Like, what are some best practices from just a good old quality of life standpoint?
I think it's funny because, I mean, my answer is not very sexy.
And I think my answer is also going to be what everybody knows already.
And my personal journey through all of this has gone from, you know, optimization, measuring
everything, supplementing everything, you know, continuously trying to tweak every biochemical
pathway, which I have done in countless athletes
who are trying to get that competitive edge, and people with chronic disease who are trying to
improve their health. And I've become increasingly interested in, well, how can we just like distill
that down into something that hopefully, I wish everybody could apply. And I say that because
the things that I do and the things that I would recommend
require some aspect of privilege, time, money, resources, access, to some degree, because there
are individuals who have to work three jobs, so they're never going to get the time to sleep,
or maybe prepare the food or be able to afford the food that I feel every human should have the right to eat. So that's
always going to be an issue that I struggle with. But best practices are regular sleep and wake
time, as regular as possible, the same every day, as much as possible. And again, before I go into
all of this, the most important thing I think of all of this is not to worry when this doesn't happen because i i worry about that i worry about
that worry more than the process of that happening you know once or twice um or occasionally so
regular sleep and wake time so that includes being exposed to bright light in the morning, darkness at night. Real whole food, whether that's paleo, keto, Mediterranean, whole food plant-based.
I think only you know what makes most sense for you.

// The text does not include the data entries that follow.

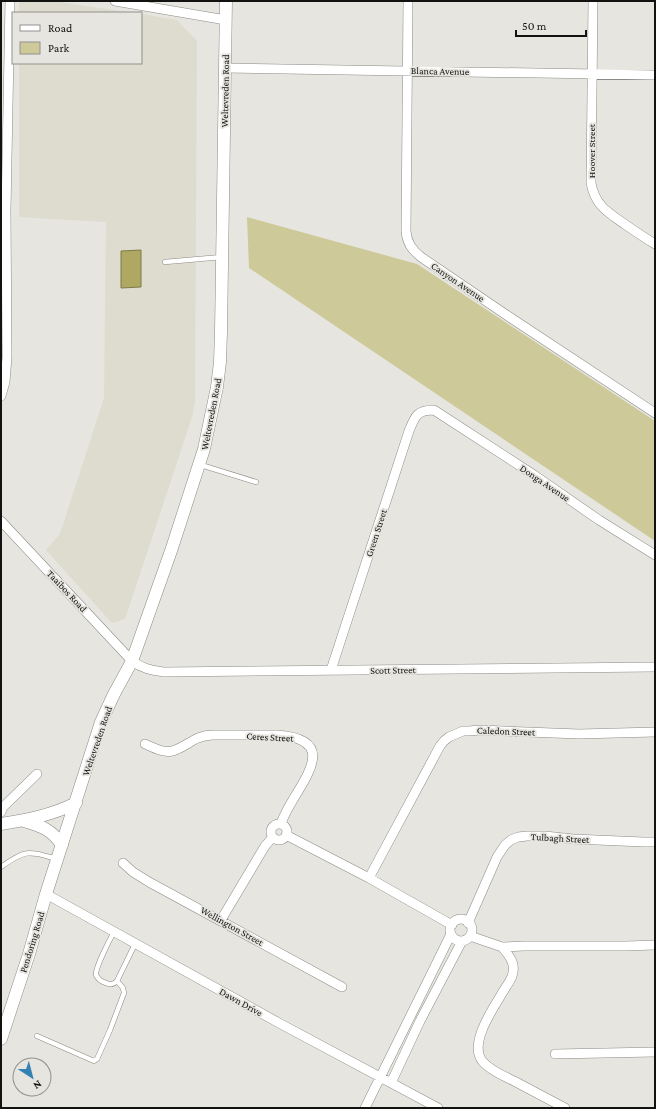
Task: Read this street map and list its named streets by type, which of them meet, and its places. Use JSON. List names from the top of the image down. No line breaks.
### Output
{"streets":{"main road":["Weltevreden Road","Pendoring Road"],"street":["Blanca Avenue","Hoover Street","Canyon Avenue","Donga Avenue","Green Street","Taaibos Road","Scott Street","Caledon Street","Ceres Street","Tulbagh Street","Wellington Street","Dawn Drive"]},"crossings":[["Blanca Avenue","Weltevreden Road"],["Blanca Avenue","Hoover Street"],["Blanca Avenue","Canyon Avenue"],["Weltevreden Road","Taaibos Road"],["Weltevreden Road","Scott Street"],["Weltevreden Road","Pendoring Road"],["Donga Avenue","Green Street"],["Green Street","Scott Street"],["Taaibos Road","Scott Street"],["Pendoring Road","Dawn Drive"]],"legend":["Road","Park"],"scale_bar":"50 m","north":"bottom right"}
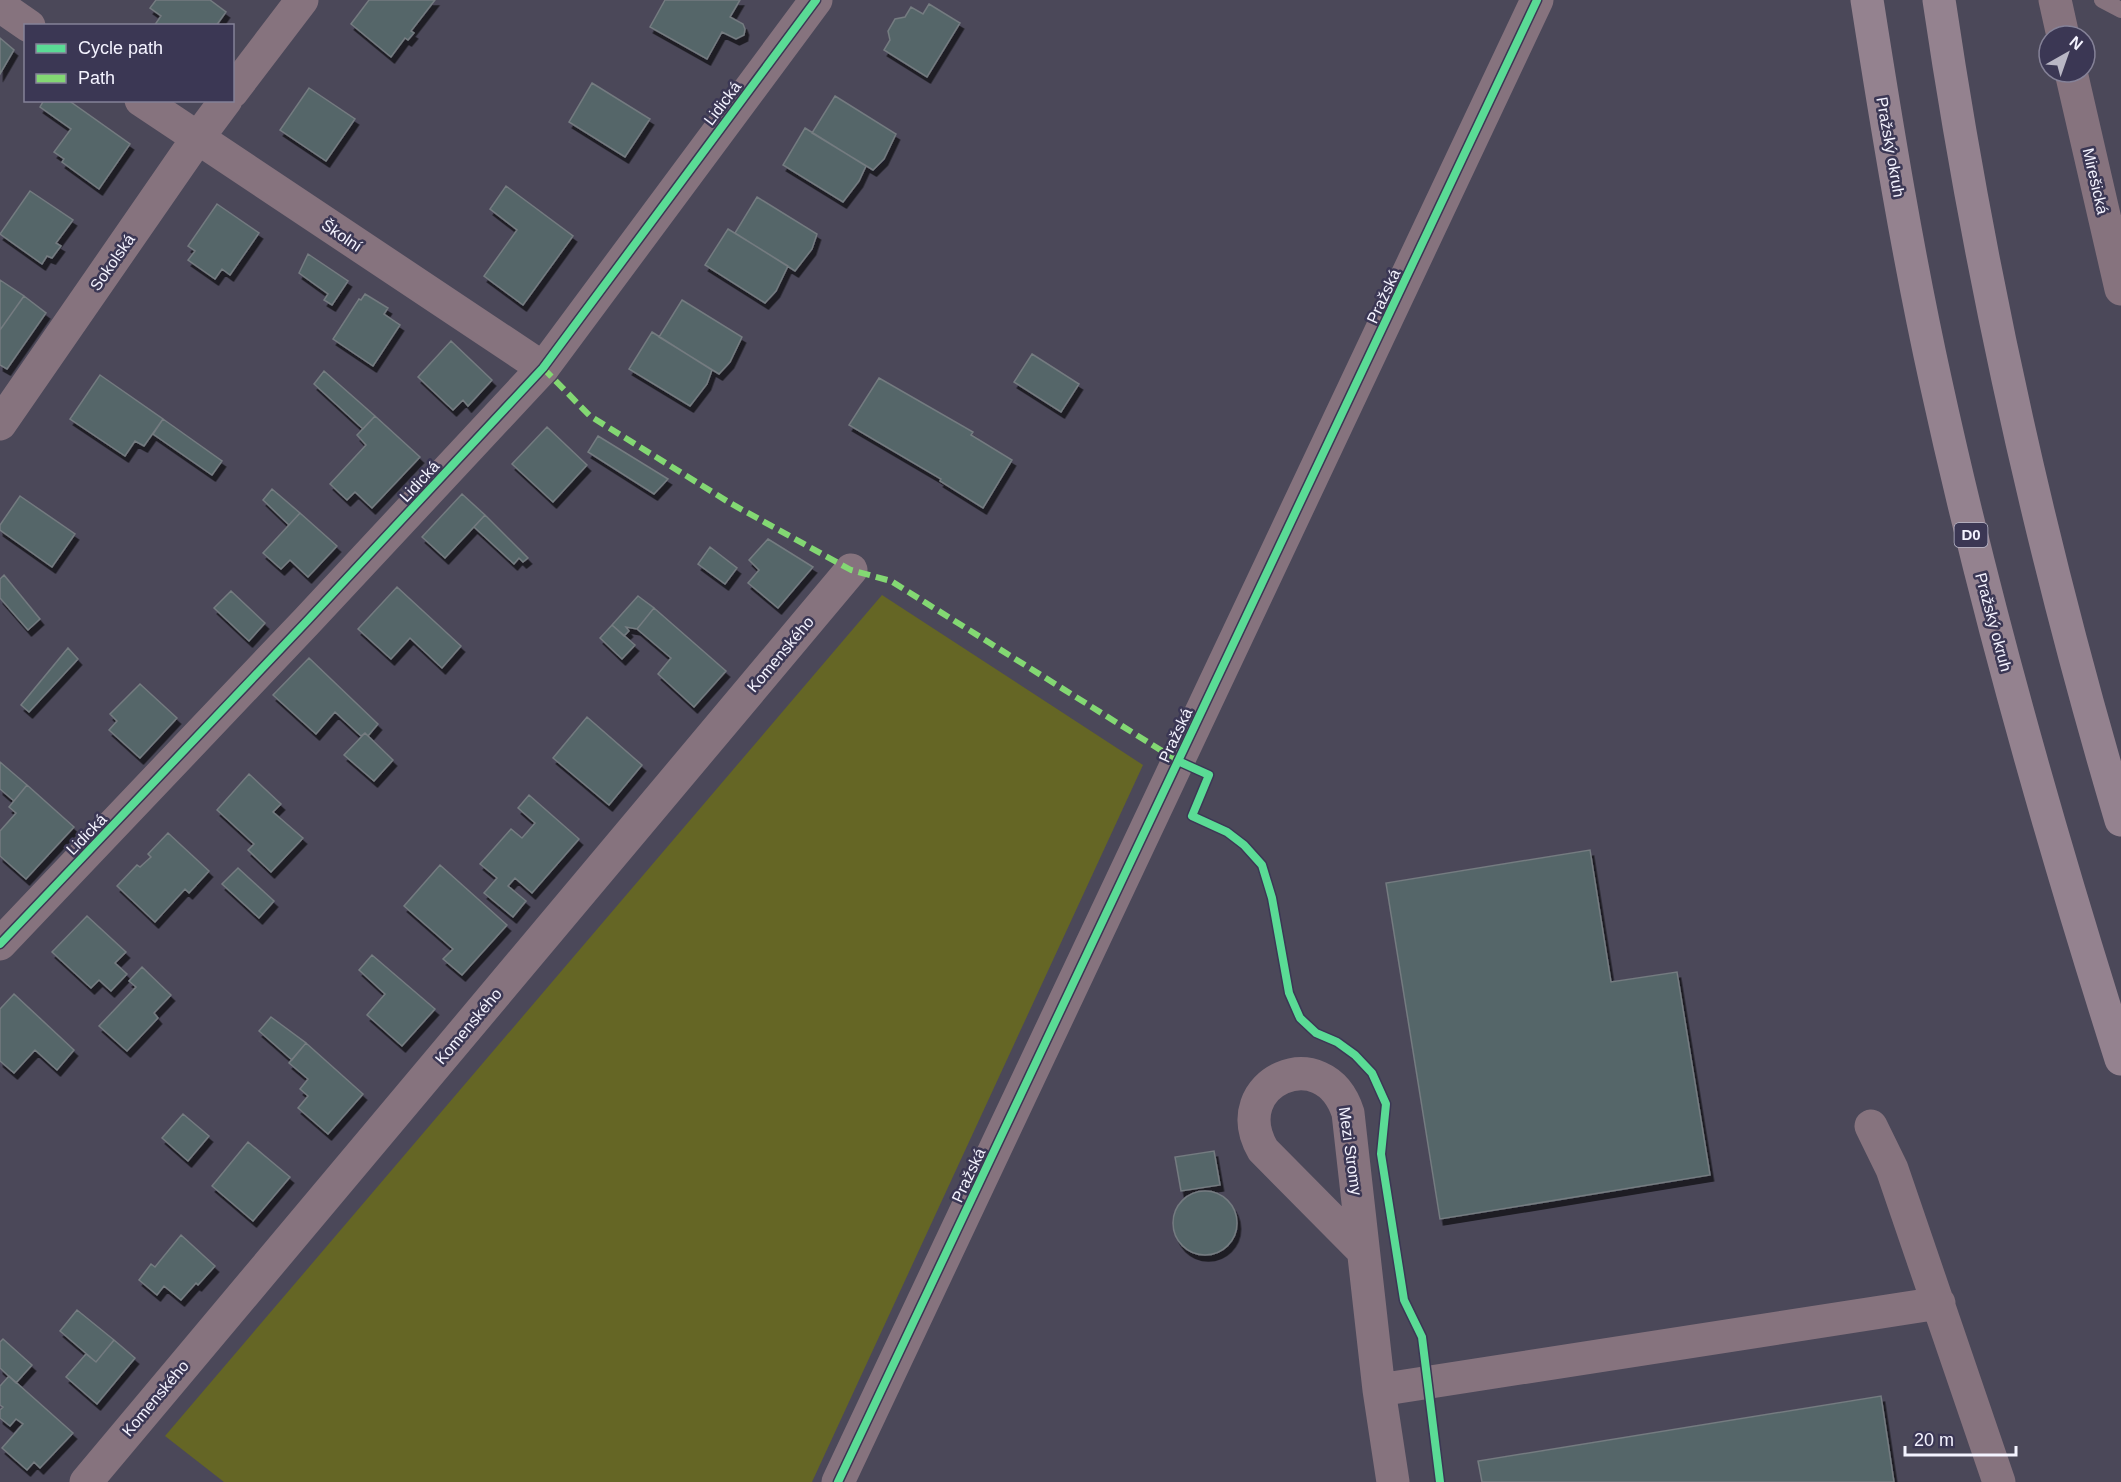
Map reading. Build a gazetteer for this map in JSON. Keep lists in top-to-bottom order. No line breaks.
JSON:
{"streets":{"highway":["Pražský okruh","D0"],"street":["Lidická","Mirešická","Školní","Sokolská","Pražská","Komenského","Mezi Stromy"]},"crossings":[["Lidická","Školní"],["Školní","Sokolská"]],"legend":["Cycle path","Path"],"scale_bar":"20 m","north":"top right"}
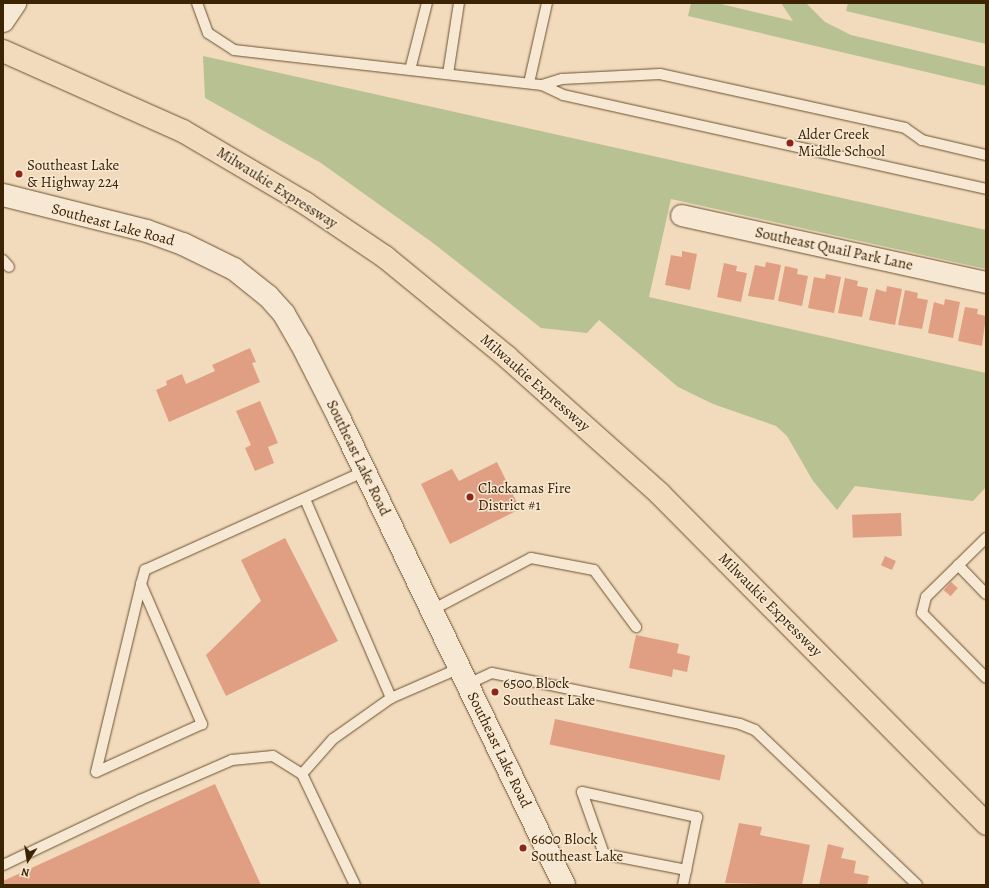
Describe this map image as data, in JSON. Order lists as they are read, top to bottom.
{
  "streets": {
    "highway": ["Milwaukie Expressway"],
    "street": ["Southeast Lake Road", "Southeast Quail Park Lane"]
  },
  "places": [
    "Alder Creek Middle School",
    "Southeast Lake & Highway 224",
    "Clackamas Fire District #1",
    "6500 Block Southeast Lake",
    "6600 Block Southeast Lake"
  ],
  "north": "bottom"
}
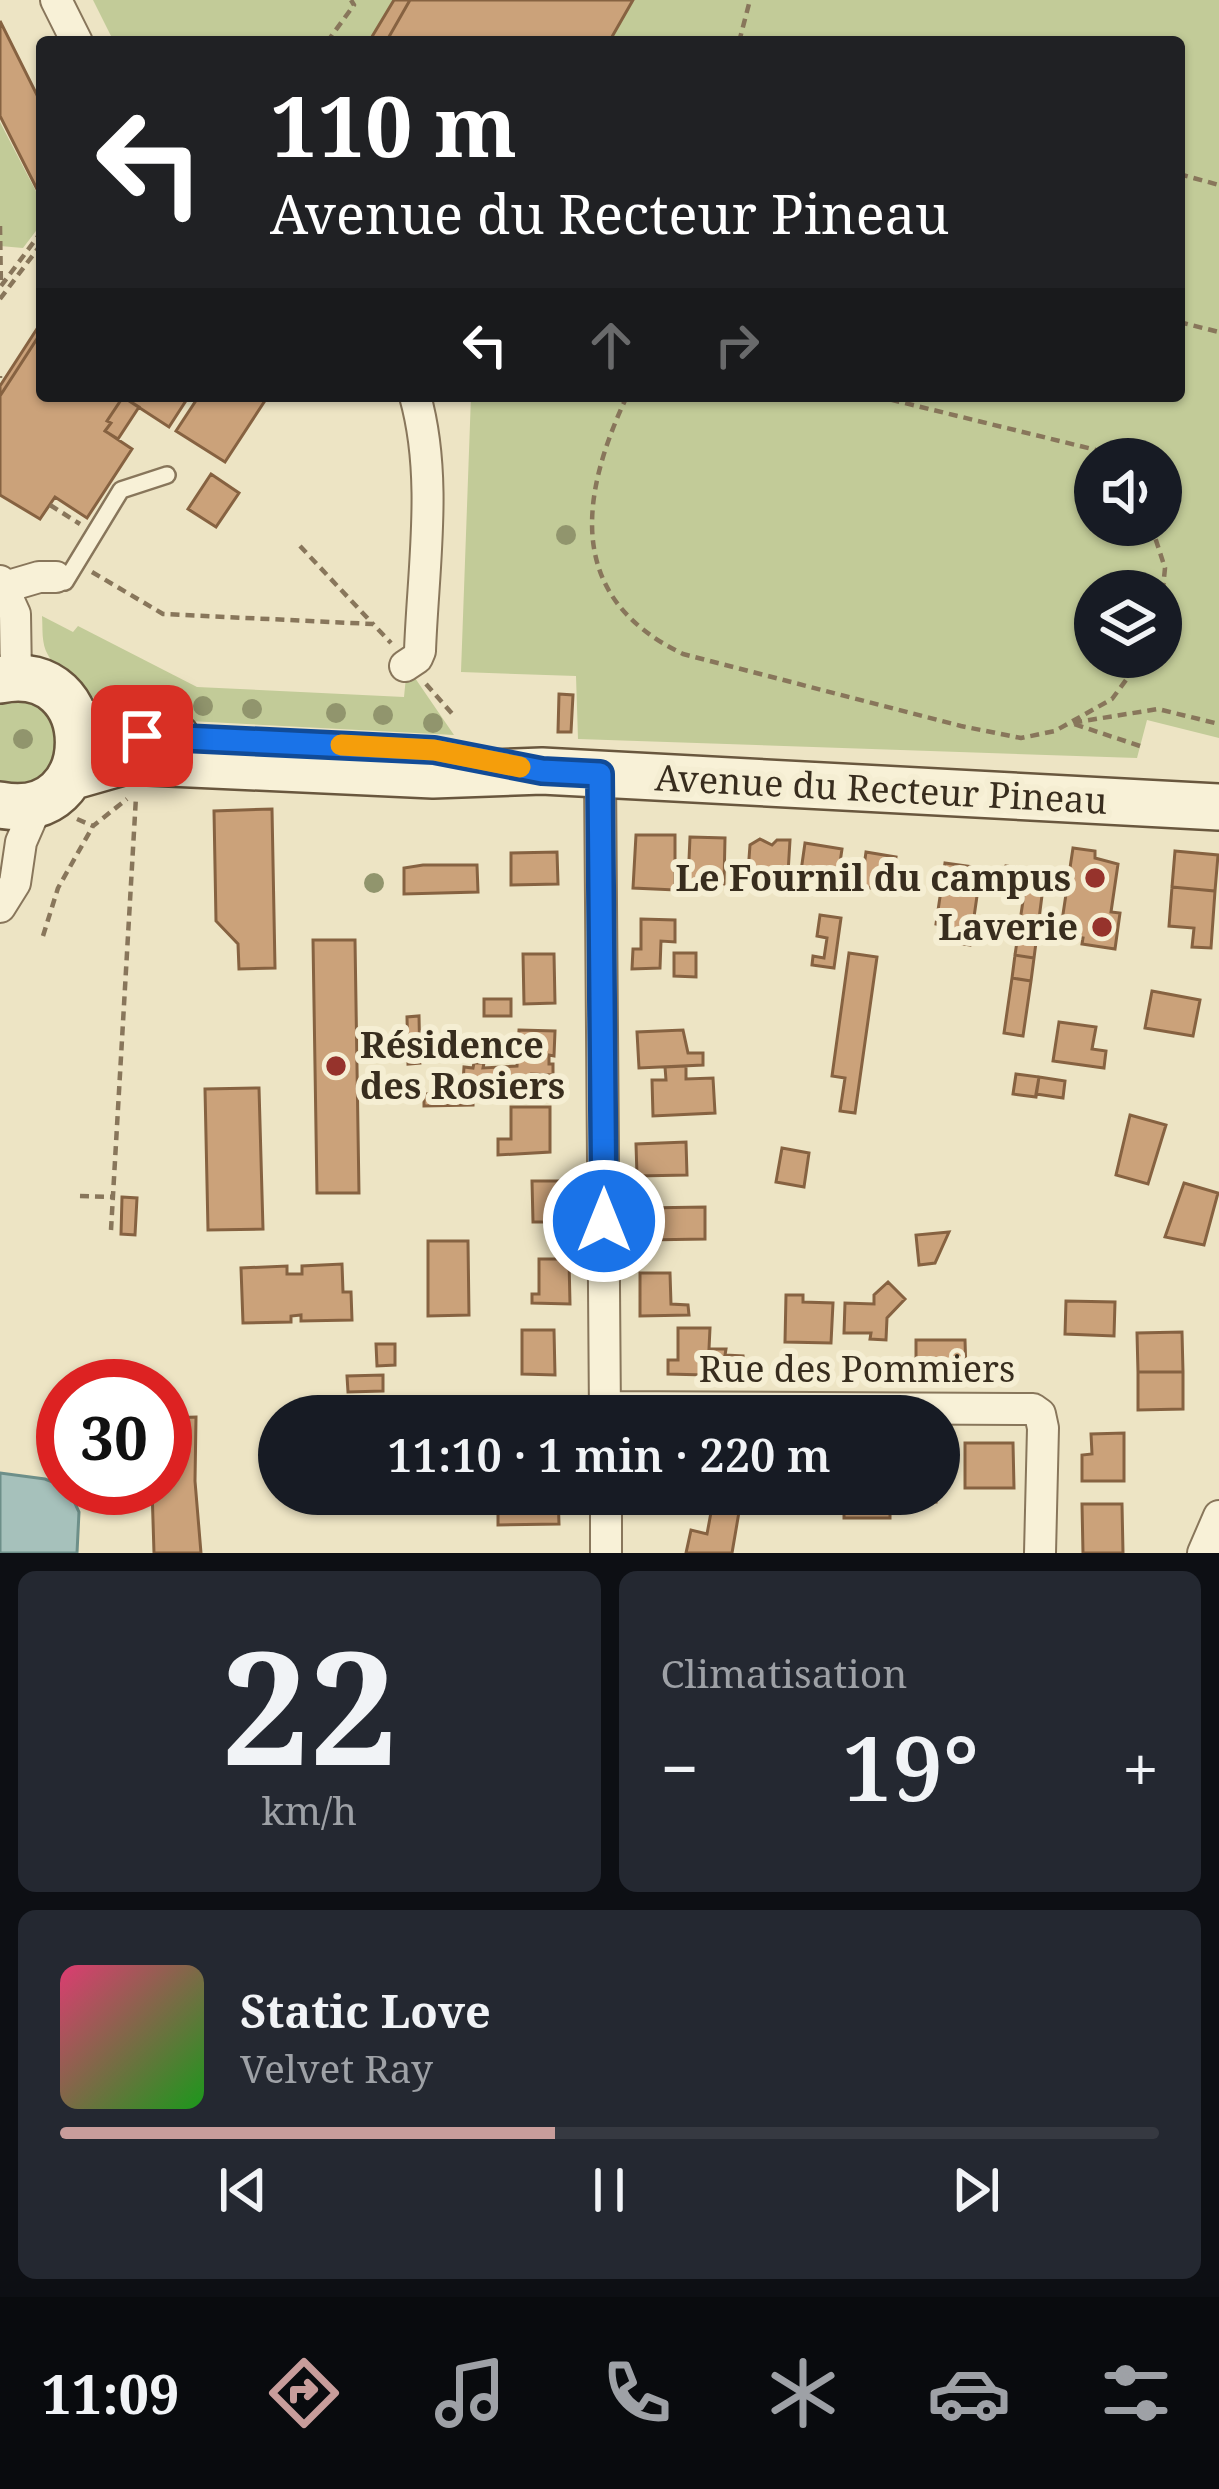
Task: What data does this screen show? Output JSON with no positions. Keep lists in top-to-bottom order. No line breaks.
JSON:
{"streets":{"main road":["Avenue du Recteur Pineau"],"street":["Rue des Pommiers"]},"places":["Le Fournil du campus","Laverie","Résidence des Rosiers"],"page":{"turn":["110 m","Avenue du Recteur Pineau"],"limit":"30","trip":"11:10 · 1 min · 220 m","tile":[["22","km/h"],"Climatisation"],"heat":["−","19°","+"],"song":["Static Love","Velvet Ray"],"tabs":"11:09"}}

And then maybe you do some tracking along the way to figure out how you might optimize that.
That would be ideal.
Frequent movement.
And I don't think you need to go to the gym and lift weights. Although I do think everybody should. and i don't think you need to go to
the gym lift weights although i think well i do think everybody should but i don't think you have
to um and so resistance training 30 minutes twice a week i think that's like the baseline that
anybody can do walk at least 20 to 40 minutes a day between those two things that's probably
the majority bang for your buck exercise cognitive function you know cardiovascular fitness if you build in some balance ideally that's it um and then you know
all that social connection stuff that we talked about and again you can find it in in any place
and through that you're probably going to get a lot of that cognitive stimulus that we talked
about learning new skills uh maybe teaching others um you you can build that into it. And frequently people do.
That's essentially it, I think. Basically, you're saying build the base.
Yeah. Build the base. And I, right now, am not 100% convinced that there's anything else the majority of people need to do it's very cool
super clean super crisp um i love that you can you can go wide and deep which is um
really fun for me so i wanted to say thank you for i hope we didn't i hope i didn't do a disservice
to the brilliance of your understanding of the brain by staying horizontal too much.
Absolutely not.
Yeah, Tommy, I love this.
So maybe a last takeaway on any concerns you have about COVID in the brain.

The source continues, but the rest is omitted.